WHAT TO WORK ON:
Apart from the pictures, print the data below exactly as given.

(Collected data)
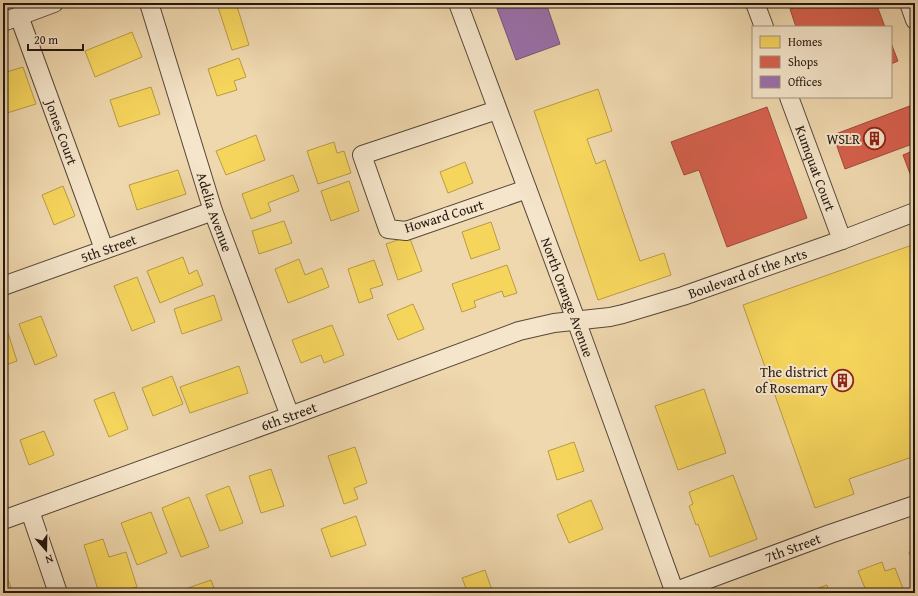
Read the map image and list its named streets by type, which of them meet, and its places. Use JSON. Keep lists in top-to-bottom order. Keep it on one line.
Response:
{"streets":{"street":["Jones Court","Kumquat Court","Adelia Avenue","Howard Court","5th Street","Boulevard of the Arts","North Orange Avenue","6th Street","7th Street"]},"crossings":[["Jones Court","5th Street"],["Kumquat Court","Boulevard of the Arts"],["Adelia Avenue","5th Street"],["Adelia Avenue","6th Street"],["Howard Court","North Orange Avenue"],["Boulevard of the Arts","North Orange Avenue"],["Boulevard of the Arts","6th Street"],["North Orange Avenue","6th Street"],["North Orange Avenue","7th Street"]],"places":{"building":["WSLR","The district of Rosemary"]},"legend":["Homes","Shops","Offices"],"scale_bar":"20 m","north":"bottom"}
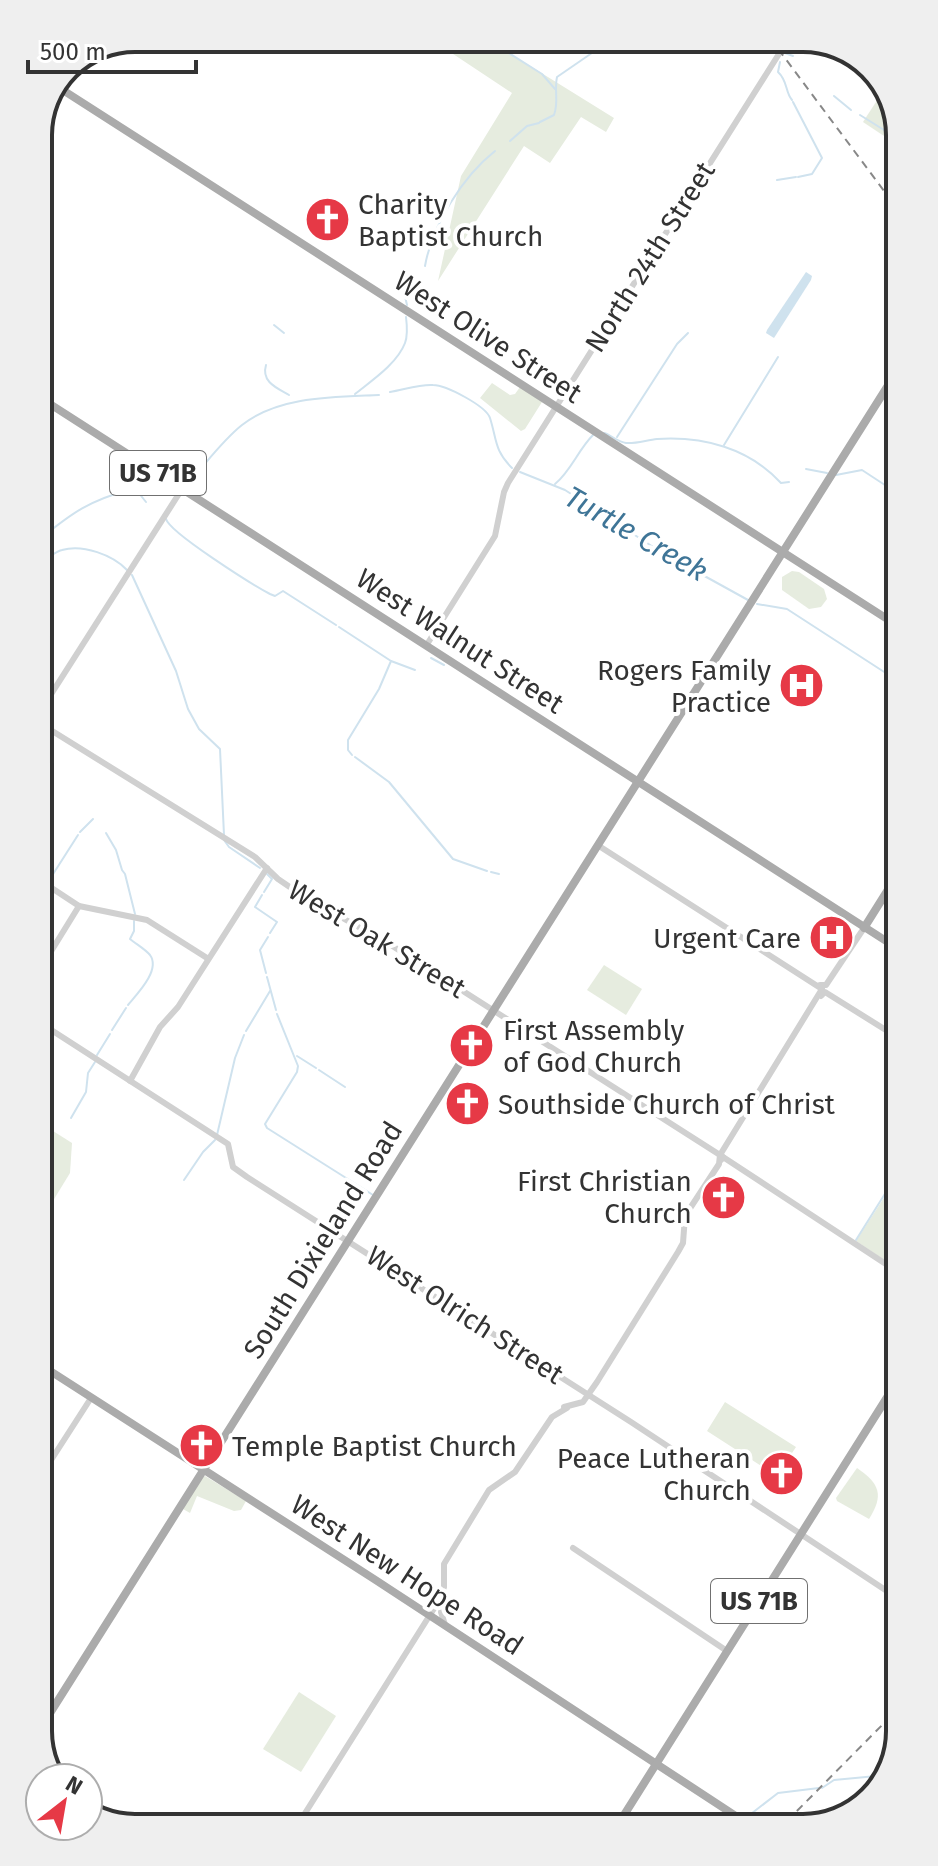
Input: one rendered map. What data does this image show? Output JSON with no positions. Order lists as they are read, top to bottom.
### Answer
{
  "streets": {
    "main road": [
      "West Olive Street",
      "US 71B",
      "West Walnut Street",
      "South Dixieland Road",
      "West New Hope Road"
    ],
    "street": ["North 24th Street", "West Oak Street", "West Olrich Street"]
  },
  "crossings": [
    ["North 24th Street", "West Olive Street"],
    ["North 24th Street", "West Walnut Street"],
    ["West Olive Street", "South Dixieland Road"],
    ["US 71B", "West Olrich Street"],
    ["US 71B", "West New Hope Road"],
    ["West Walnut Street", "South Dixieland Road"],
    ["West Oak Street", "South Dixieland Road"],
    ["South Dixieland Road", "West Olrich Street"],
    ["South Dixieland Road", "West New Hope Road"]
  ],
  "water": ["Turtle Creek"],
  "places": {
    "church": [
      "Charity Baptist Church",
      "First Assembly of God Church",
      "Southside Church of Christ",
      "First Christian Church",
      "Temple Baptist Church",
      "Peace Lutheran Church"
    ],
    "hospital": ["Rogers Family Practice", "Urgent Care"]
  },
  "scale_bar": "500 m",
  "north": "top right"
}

COMPLETED TASK:
Read the map image and list its named streets by type, which of them meet, and its places. Use JSON. Keep lists in top-to-bottom order. Keep it on one line.
Response:
{"streets":{"street":["Jones Court","Kumquat Court","Adelia Avenue","Howard Court","5th Street","Boulevard of the Arts","North Orange Avenue","6th Street","7th Street"]},"crossings":[["Jones Court","5th Street"],["Kumquat Court","Boulevard of the Arts"],["Adelia Avenue","5th Street"],["Adelia Avenue","6th Street"],["Howard Court","North Orange Avenue"],["Boulevard of the Arts","North Orange Avenue"],["Boulevard of the Arts","6th Street"],["North Orange Avenue","6th Street"],["North Orange Avenue","7th Street"]],"places":{"building":["WSLR","The district of Rosemary"]},"legend":["Homes","Shops","Offices"],"scale_bar":"20 m","north":"bottom"}
Input: one rendered map. What data does this image show? Output JSON with no positions. Order lists as they are read, top to bottom.
### Answer
{
  "streets": {
    "main road": [
      "West Olive Street",
      "US 71B",
      "West Walnut Street",
      "South Dixieland Road",
      "West New Hope Road"
    ],
    "street": ["North 24th Street", "West Oak Street", "West Olrich Street"]
  },
  "crossings": [
    ["North 24th Street", "West Olive Street"],
    ["North 24th Street", "West Walnut Street"],
    ["West Olive Street", "South Dixieland Road"],
    ["US 71B", "West Olrich Street"],
    ["US 71B", "West New Hope Road"],
    ["West Walnut Street", "South Dixieland Road"],
    ["West Oak Street", "South Dixieland Road"],
    ["South Dixieland Road", "West Olrich Street"],
    ["South Dixieland Road", "West New Hope Road"]
  ],
  "water": ["Turtle Creek"],
  "places": {
    "church": [
      "Charity Baptist Church",
      "First Assembly of God Church",
      "Southside Church of Christ",
      "First Christian Church",
      "Temple Baptist Church",
      "Peace Lutheran Church"
    ],
    "hospital": ["Rogers Family Practice", "Urgent Care"]
  },
  "scale_bar": "500 m",
  "north": "top right"
}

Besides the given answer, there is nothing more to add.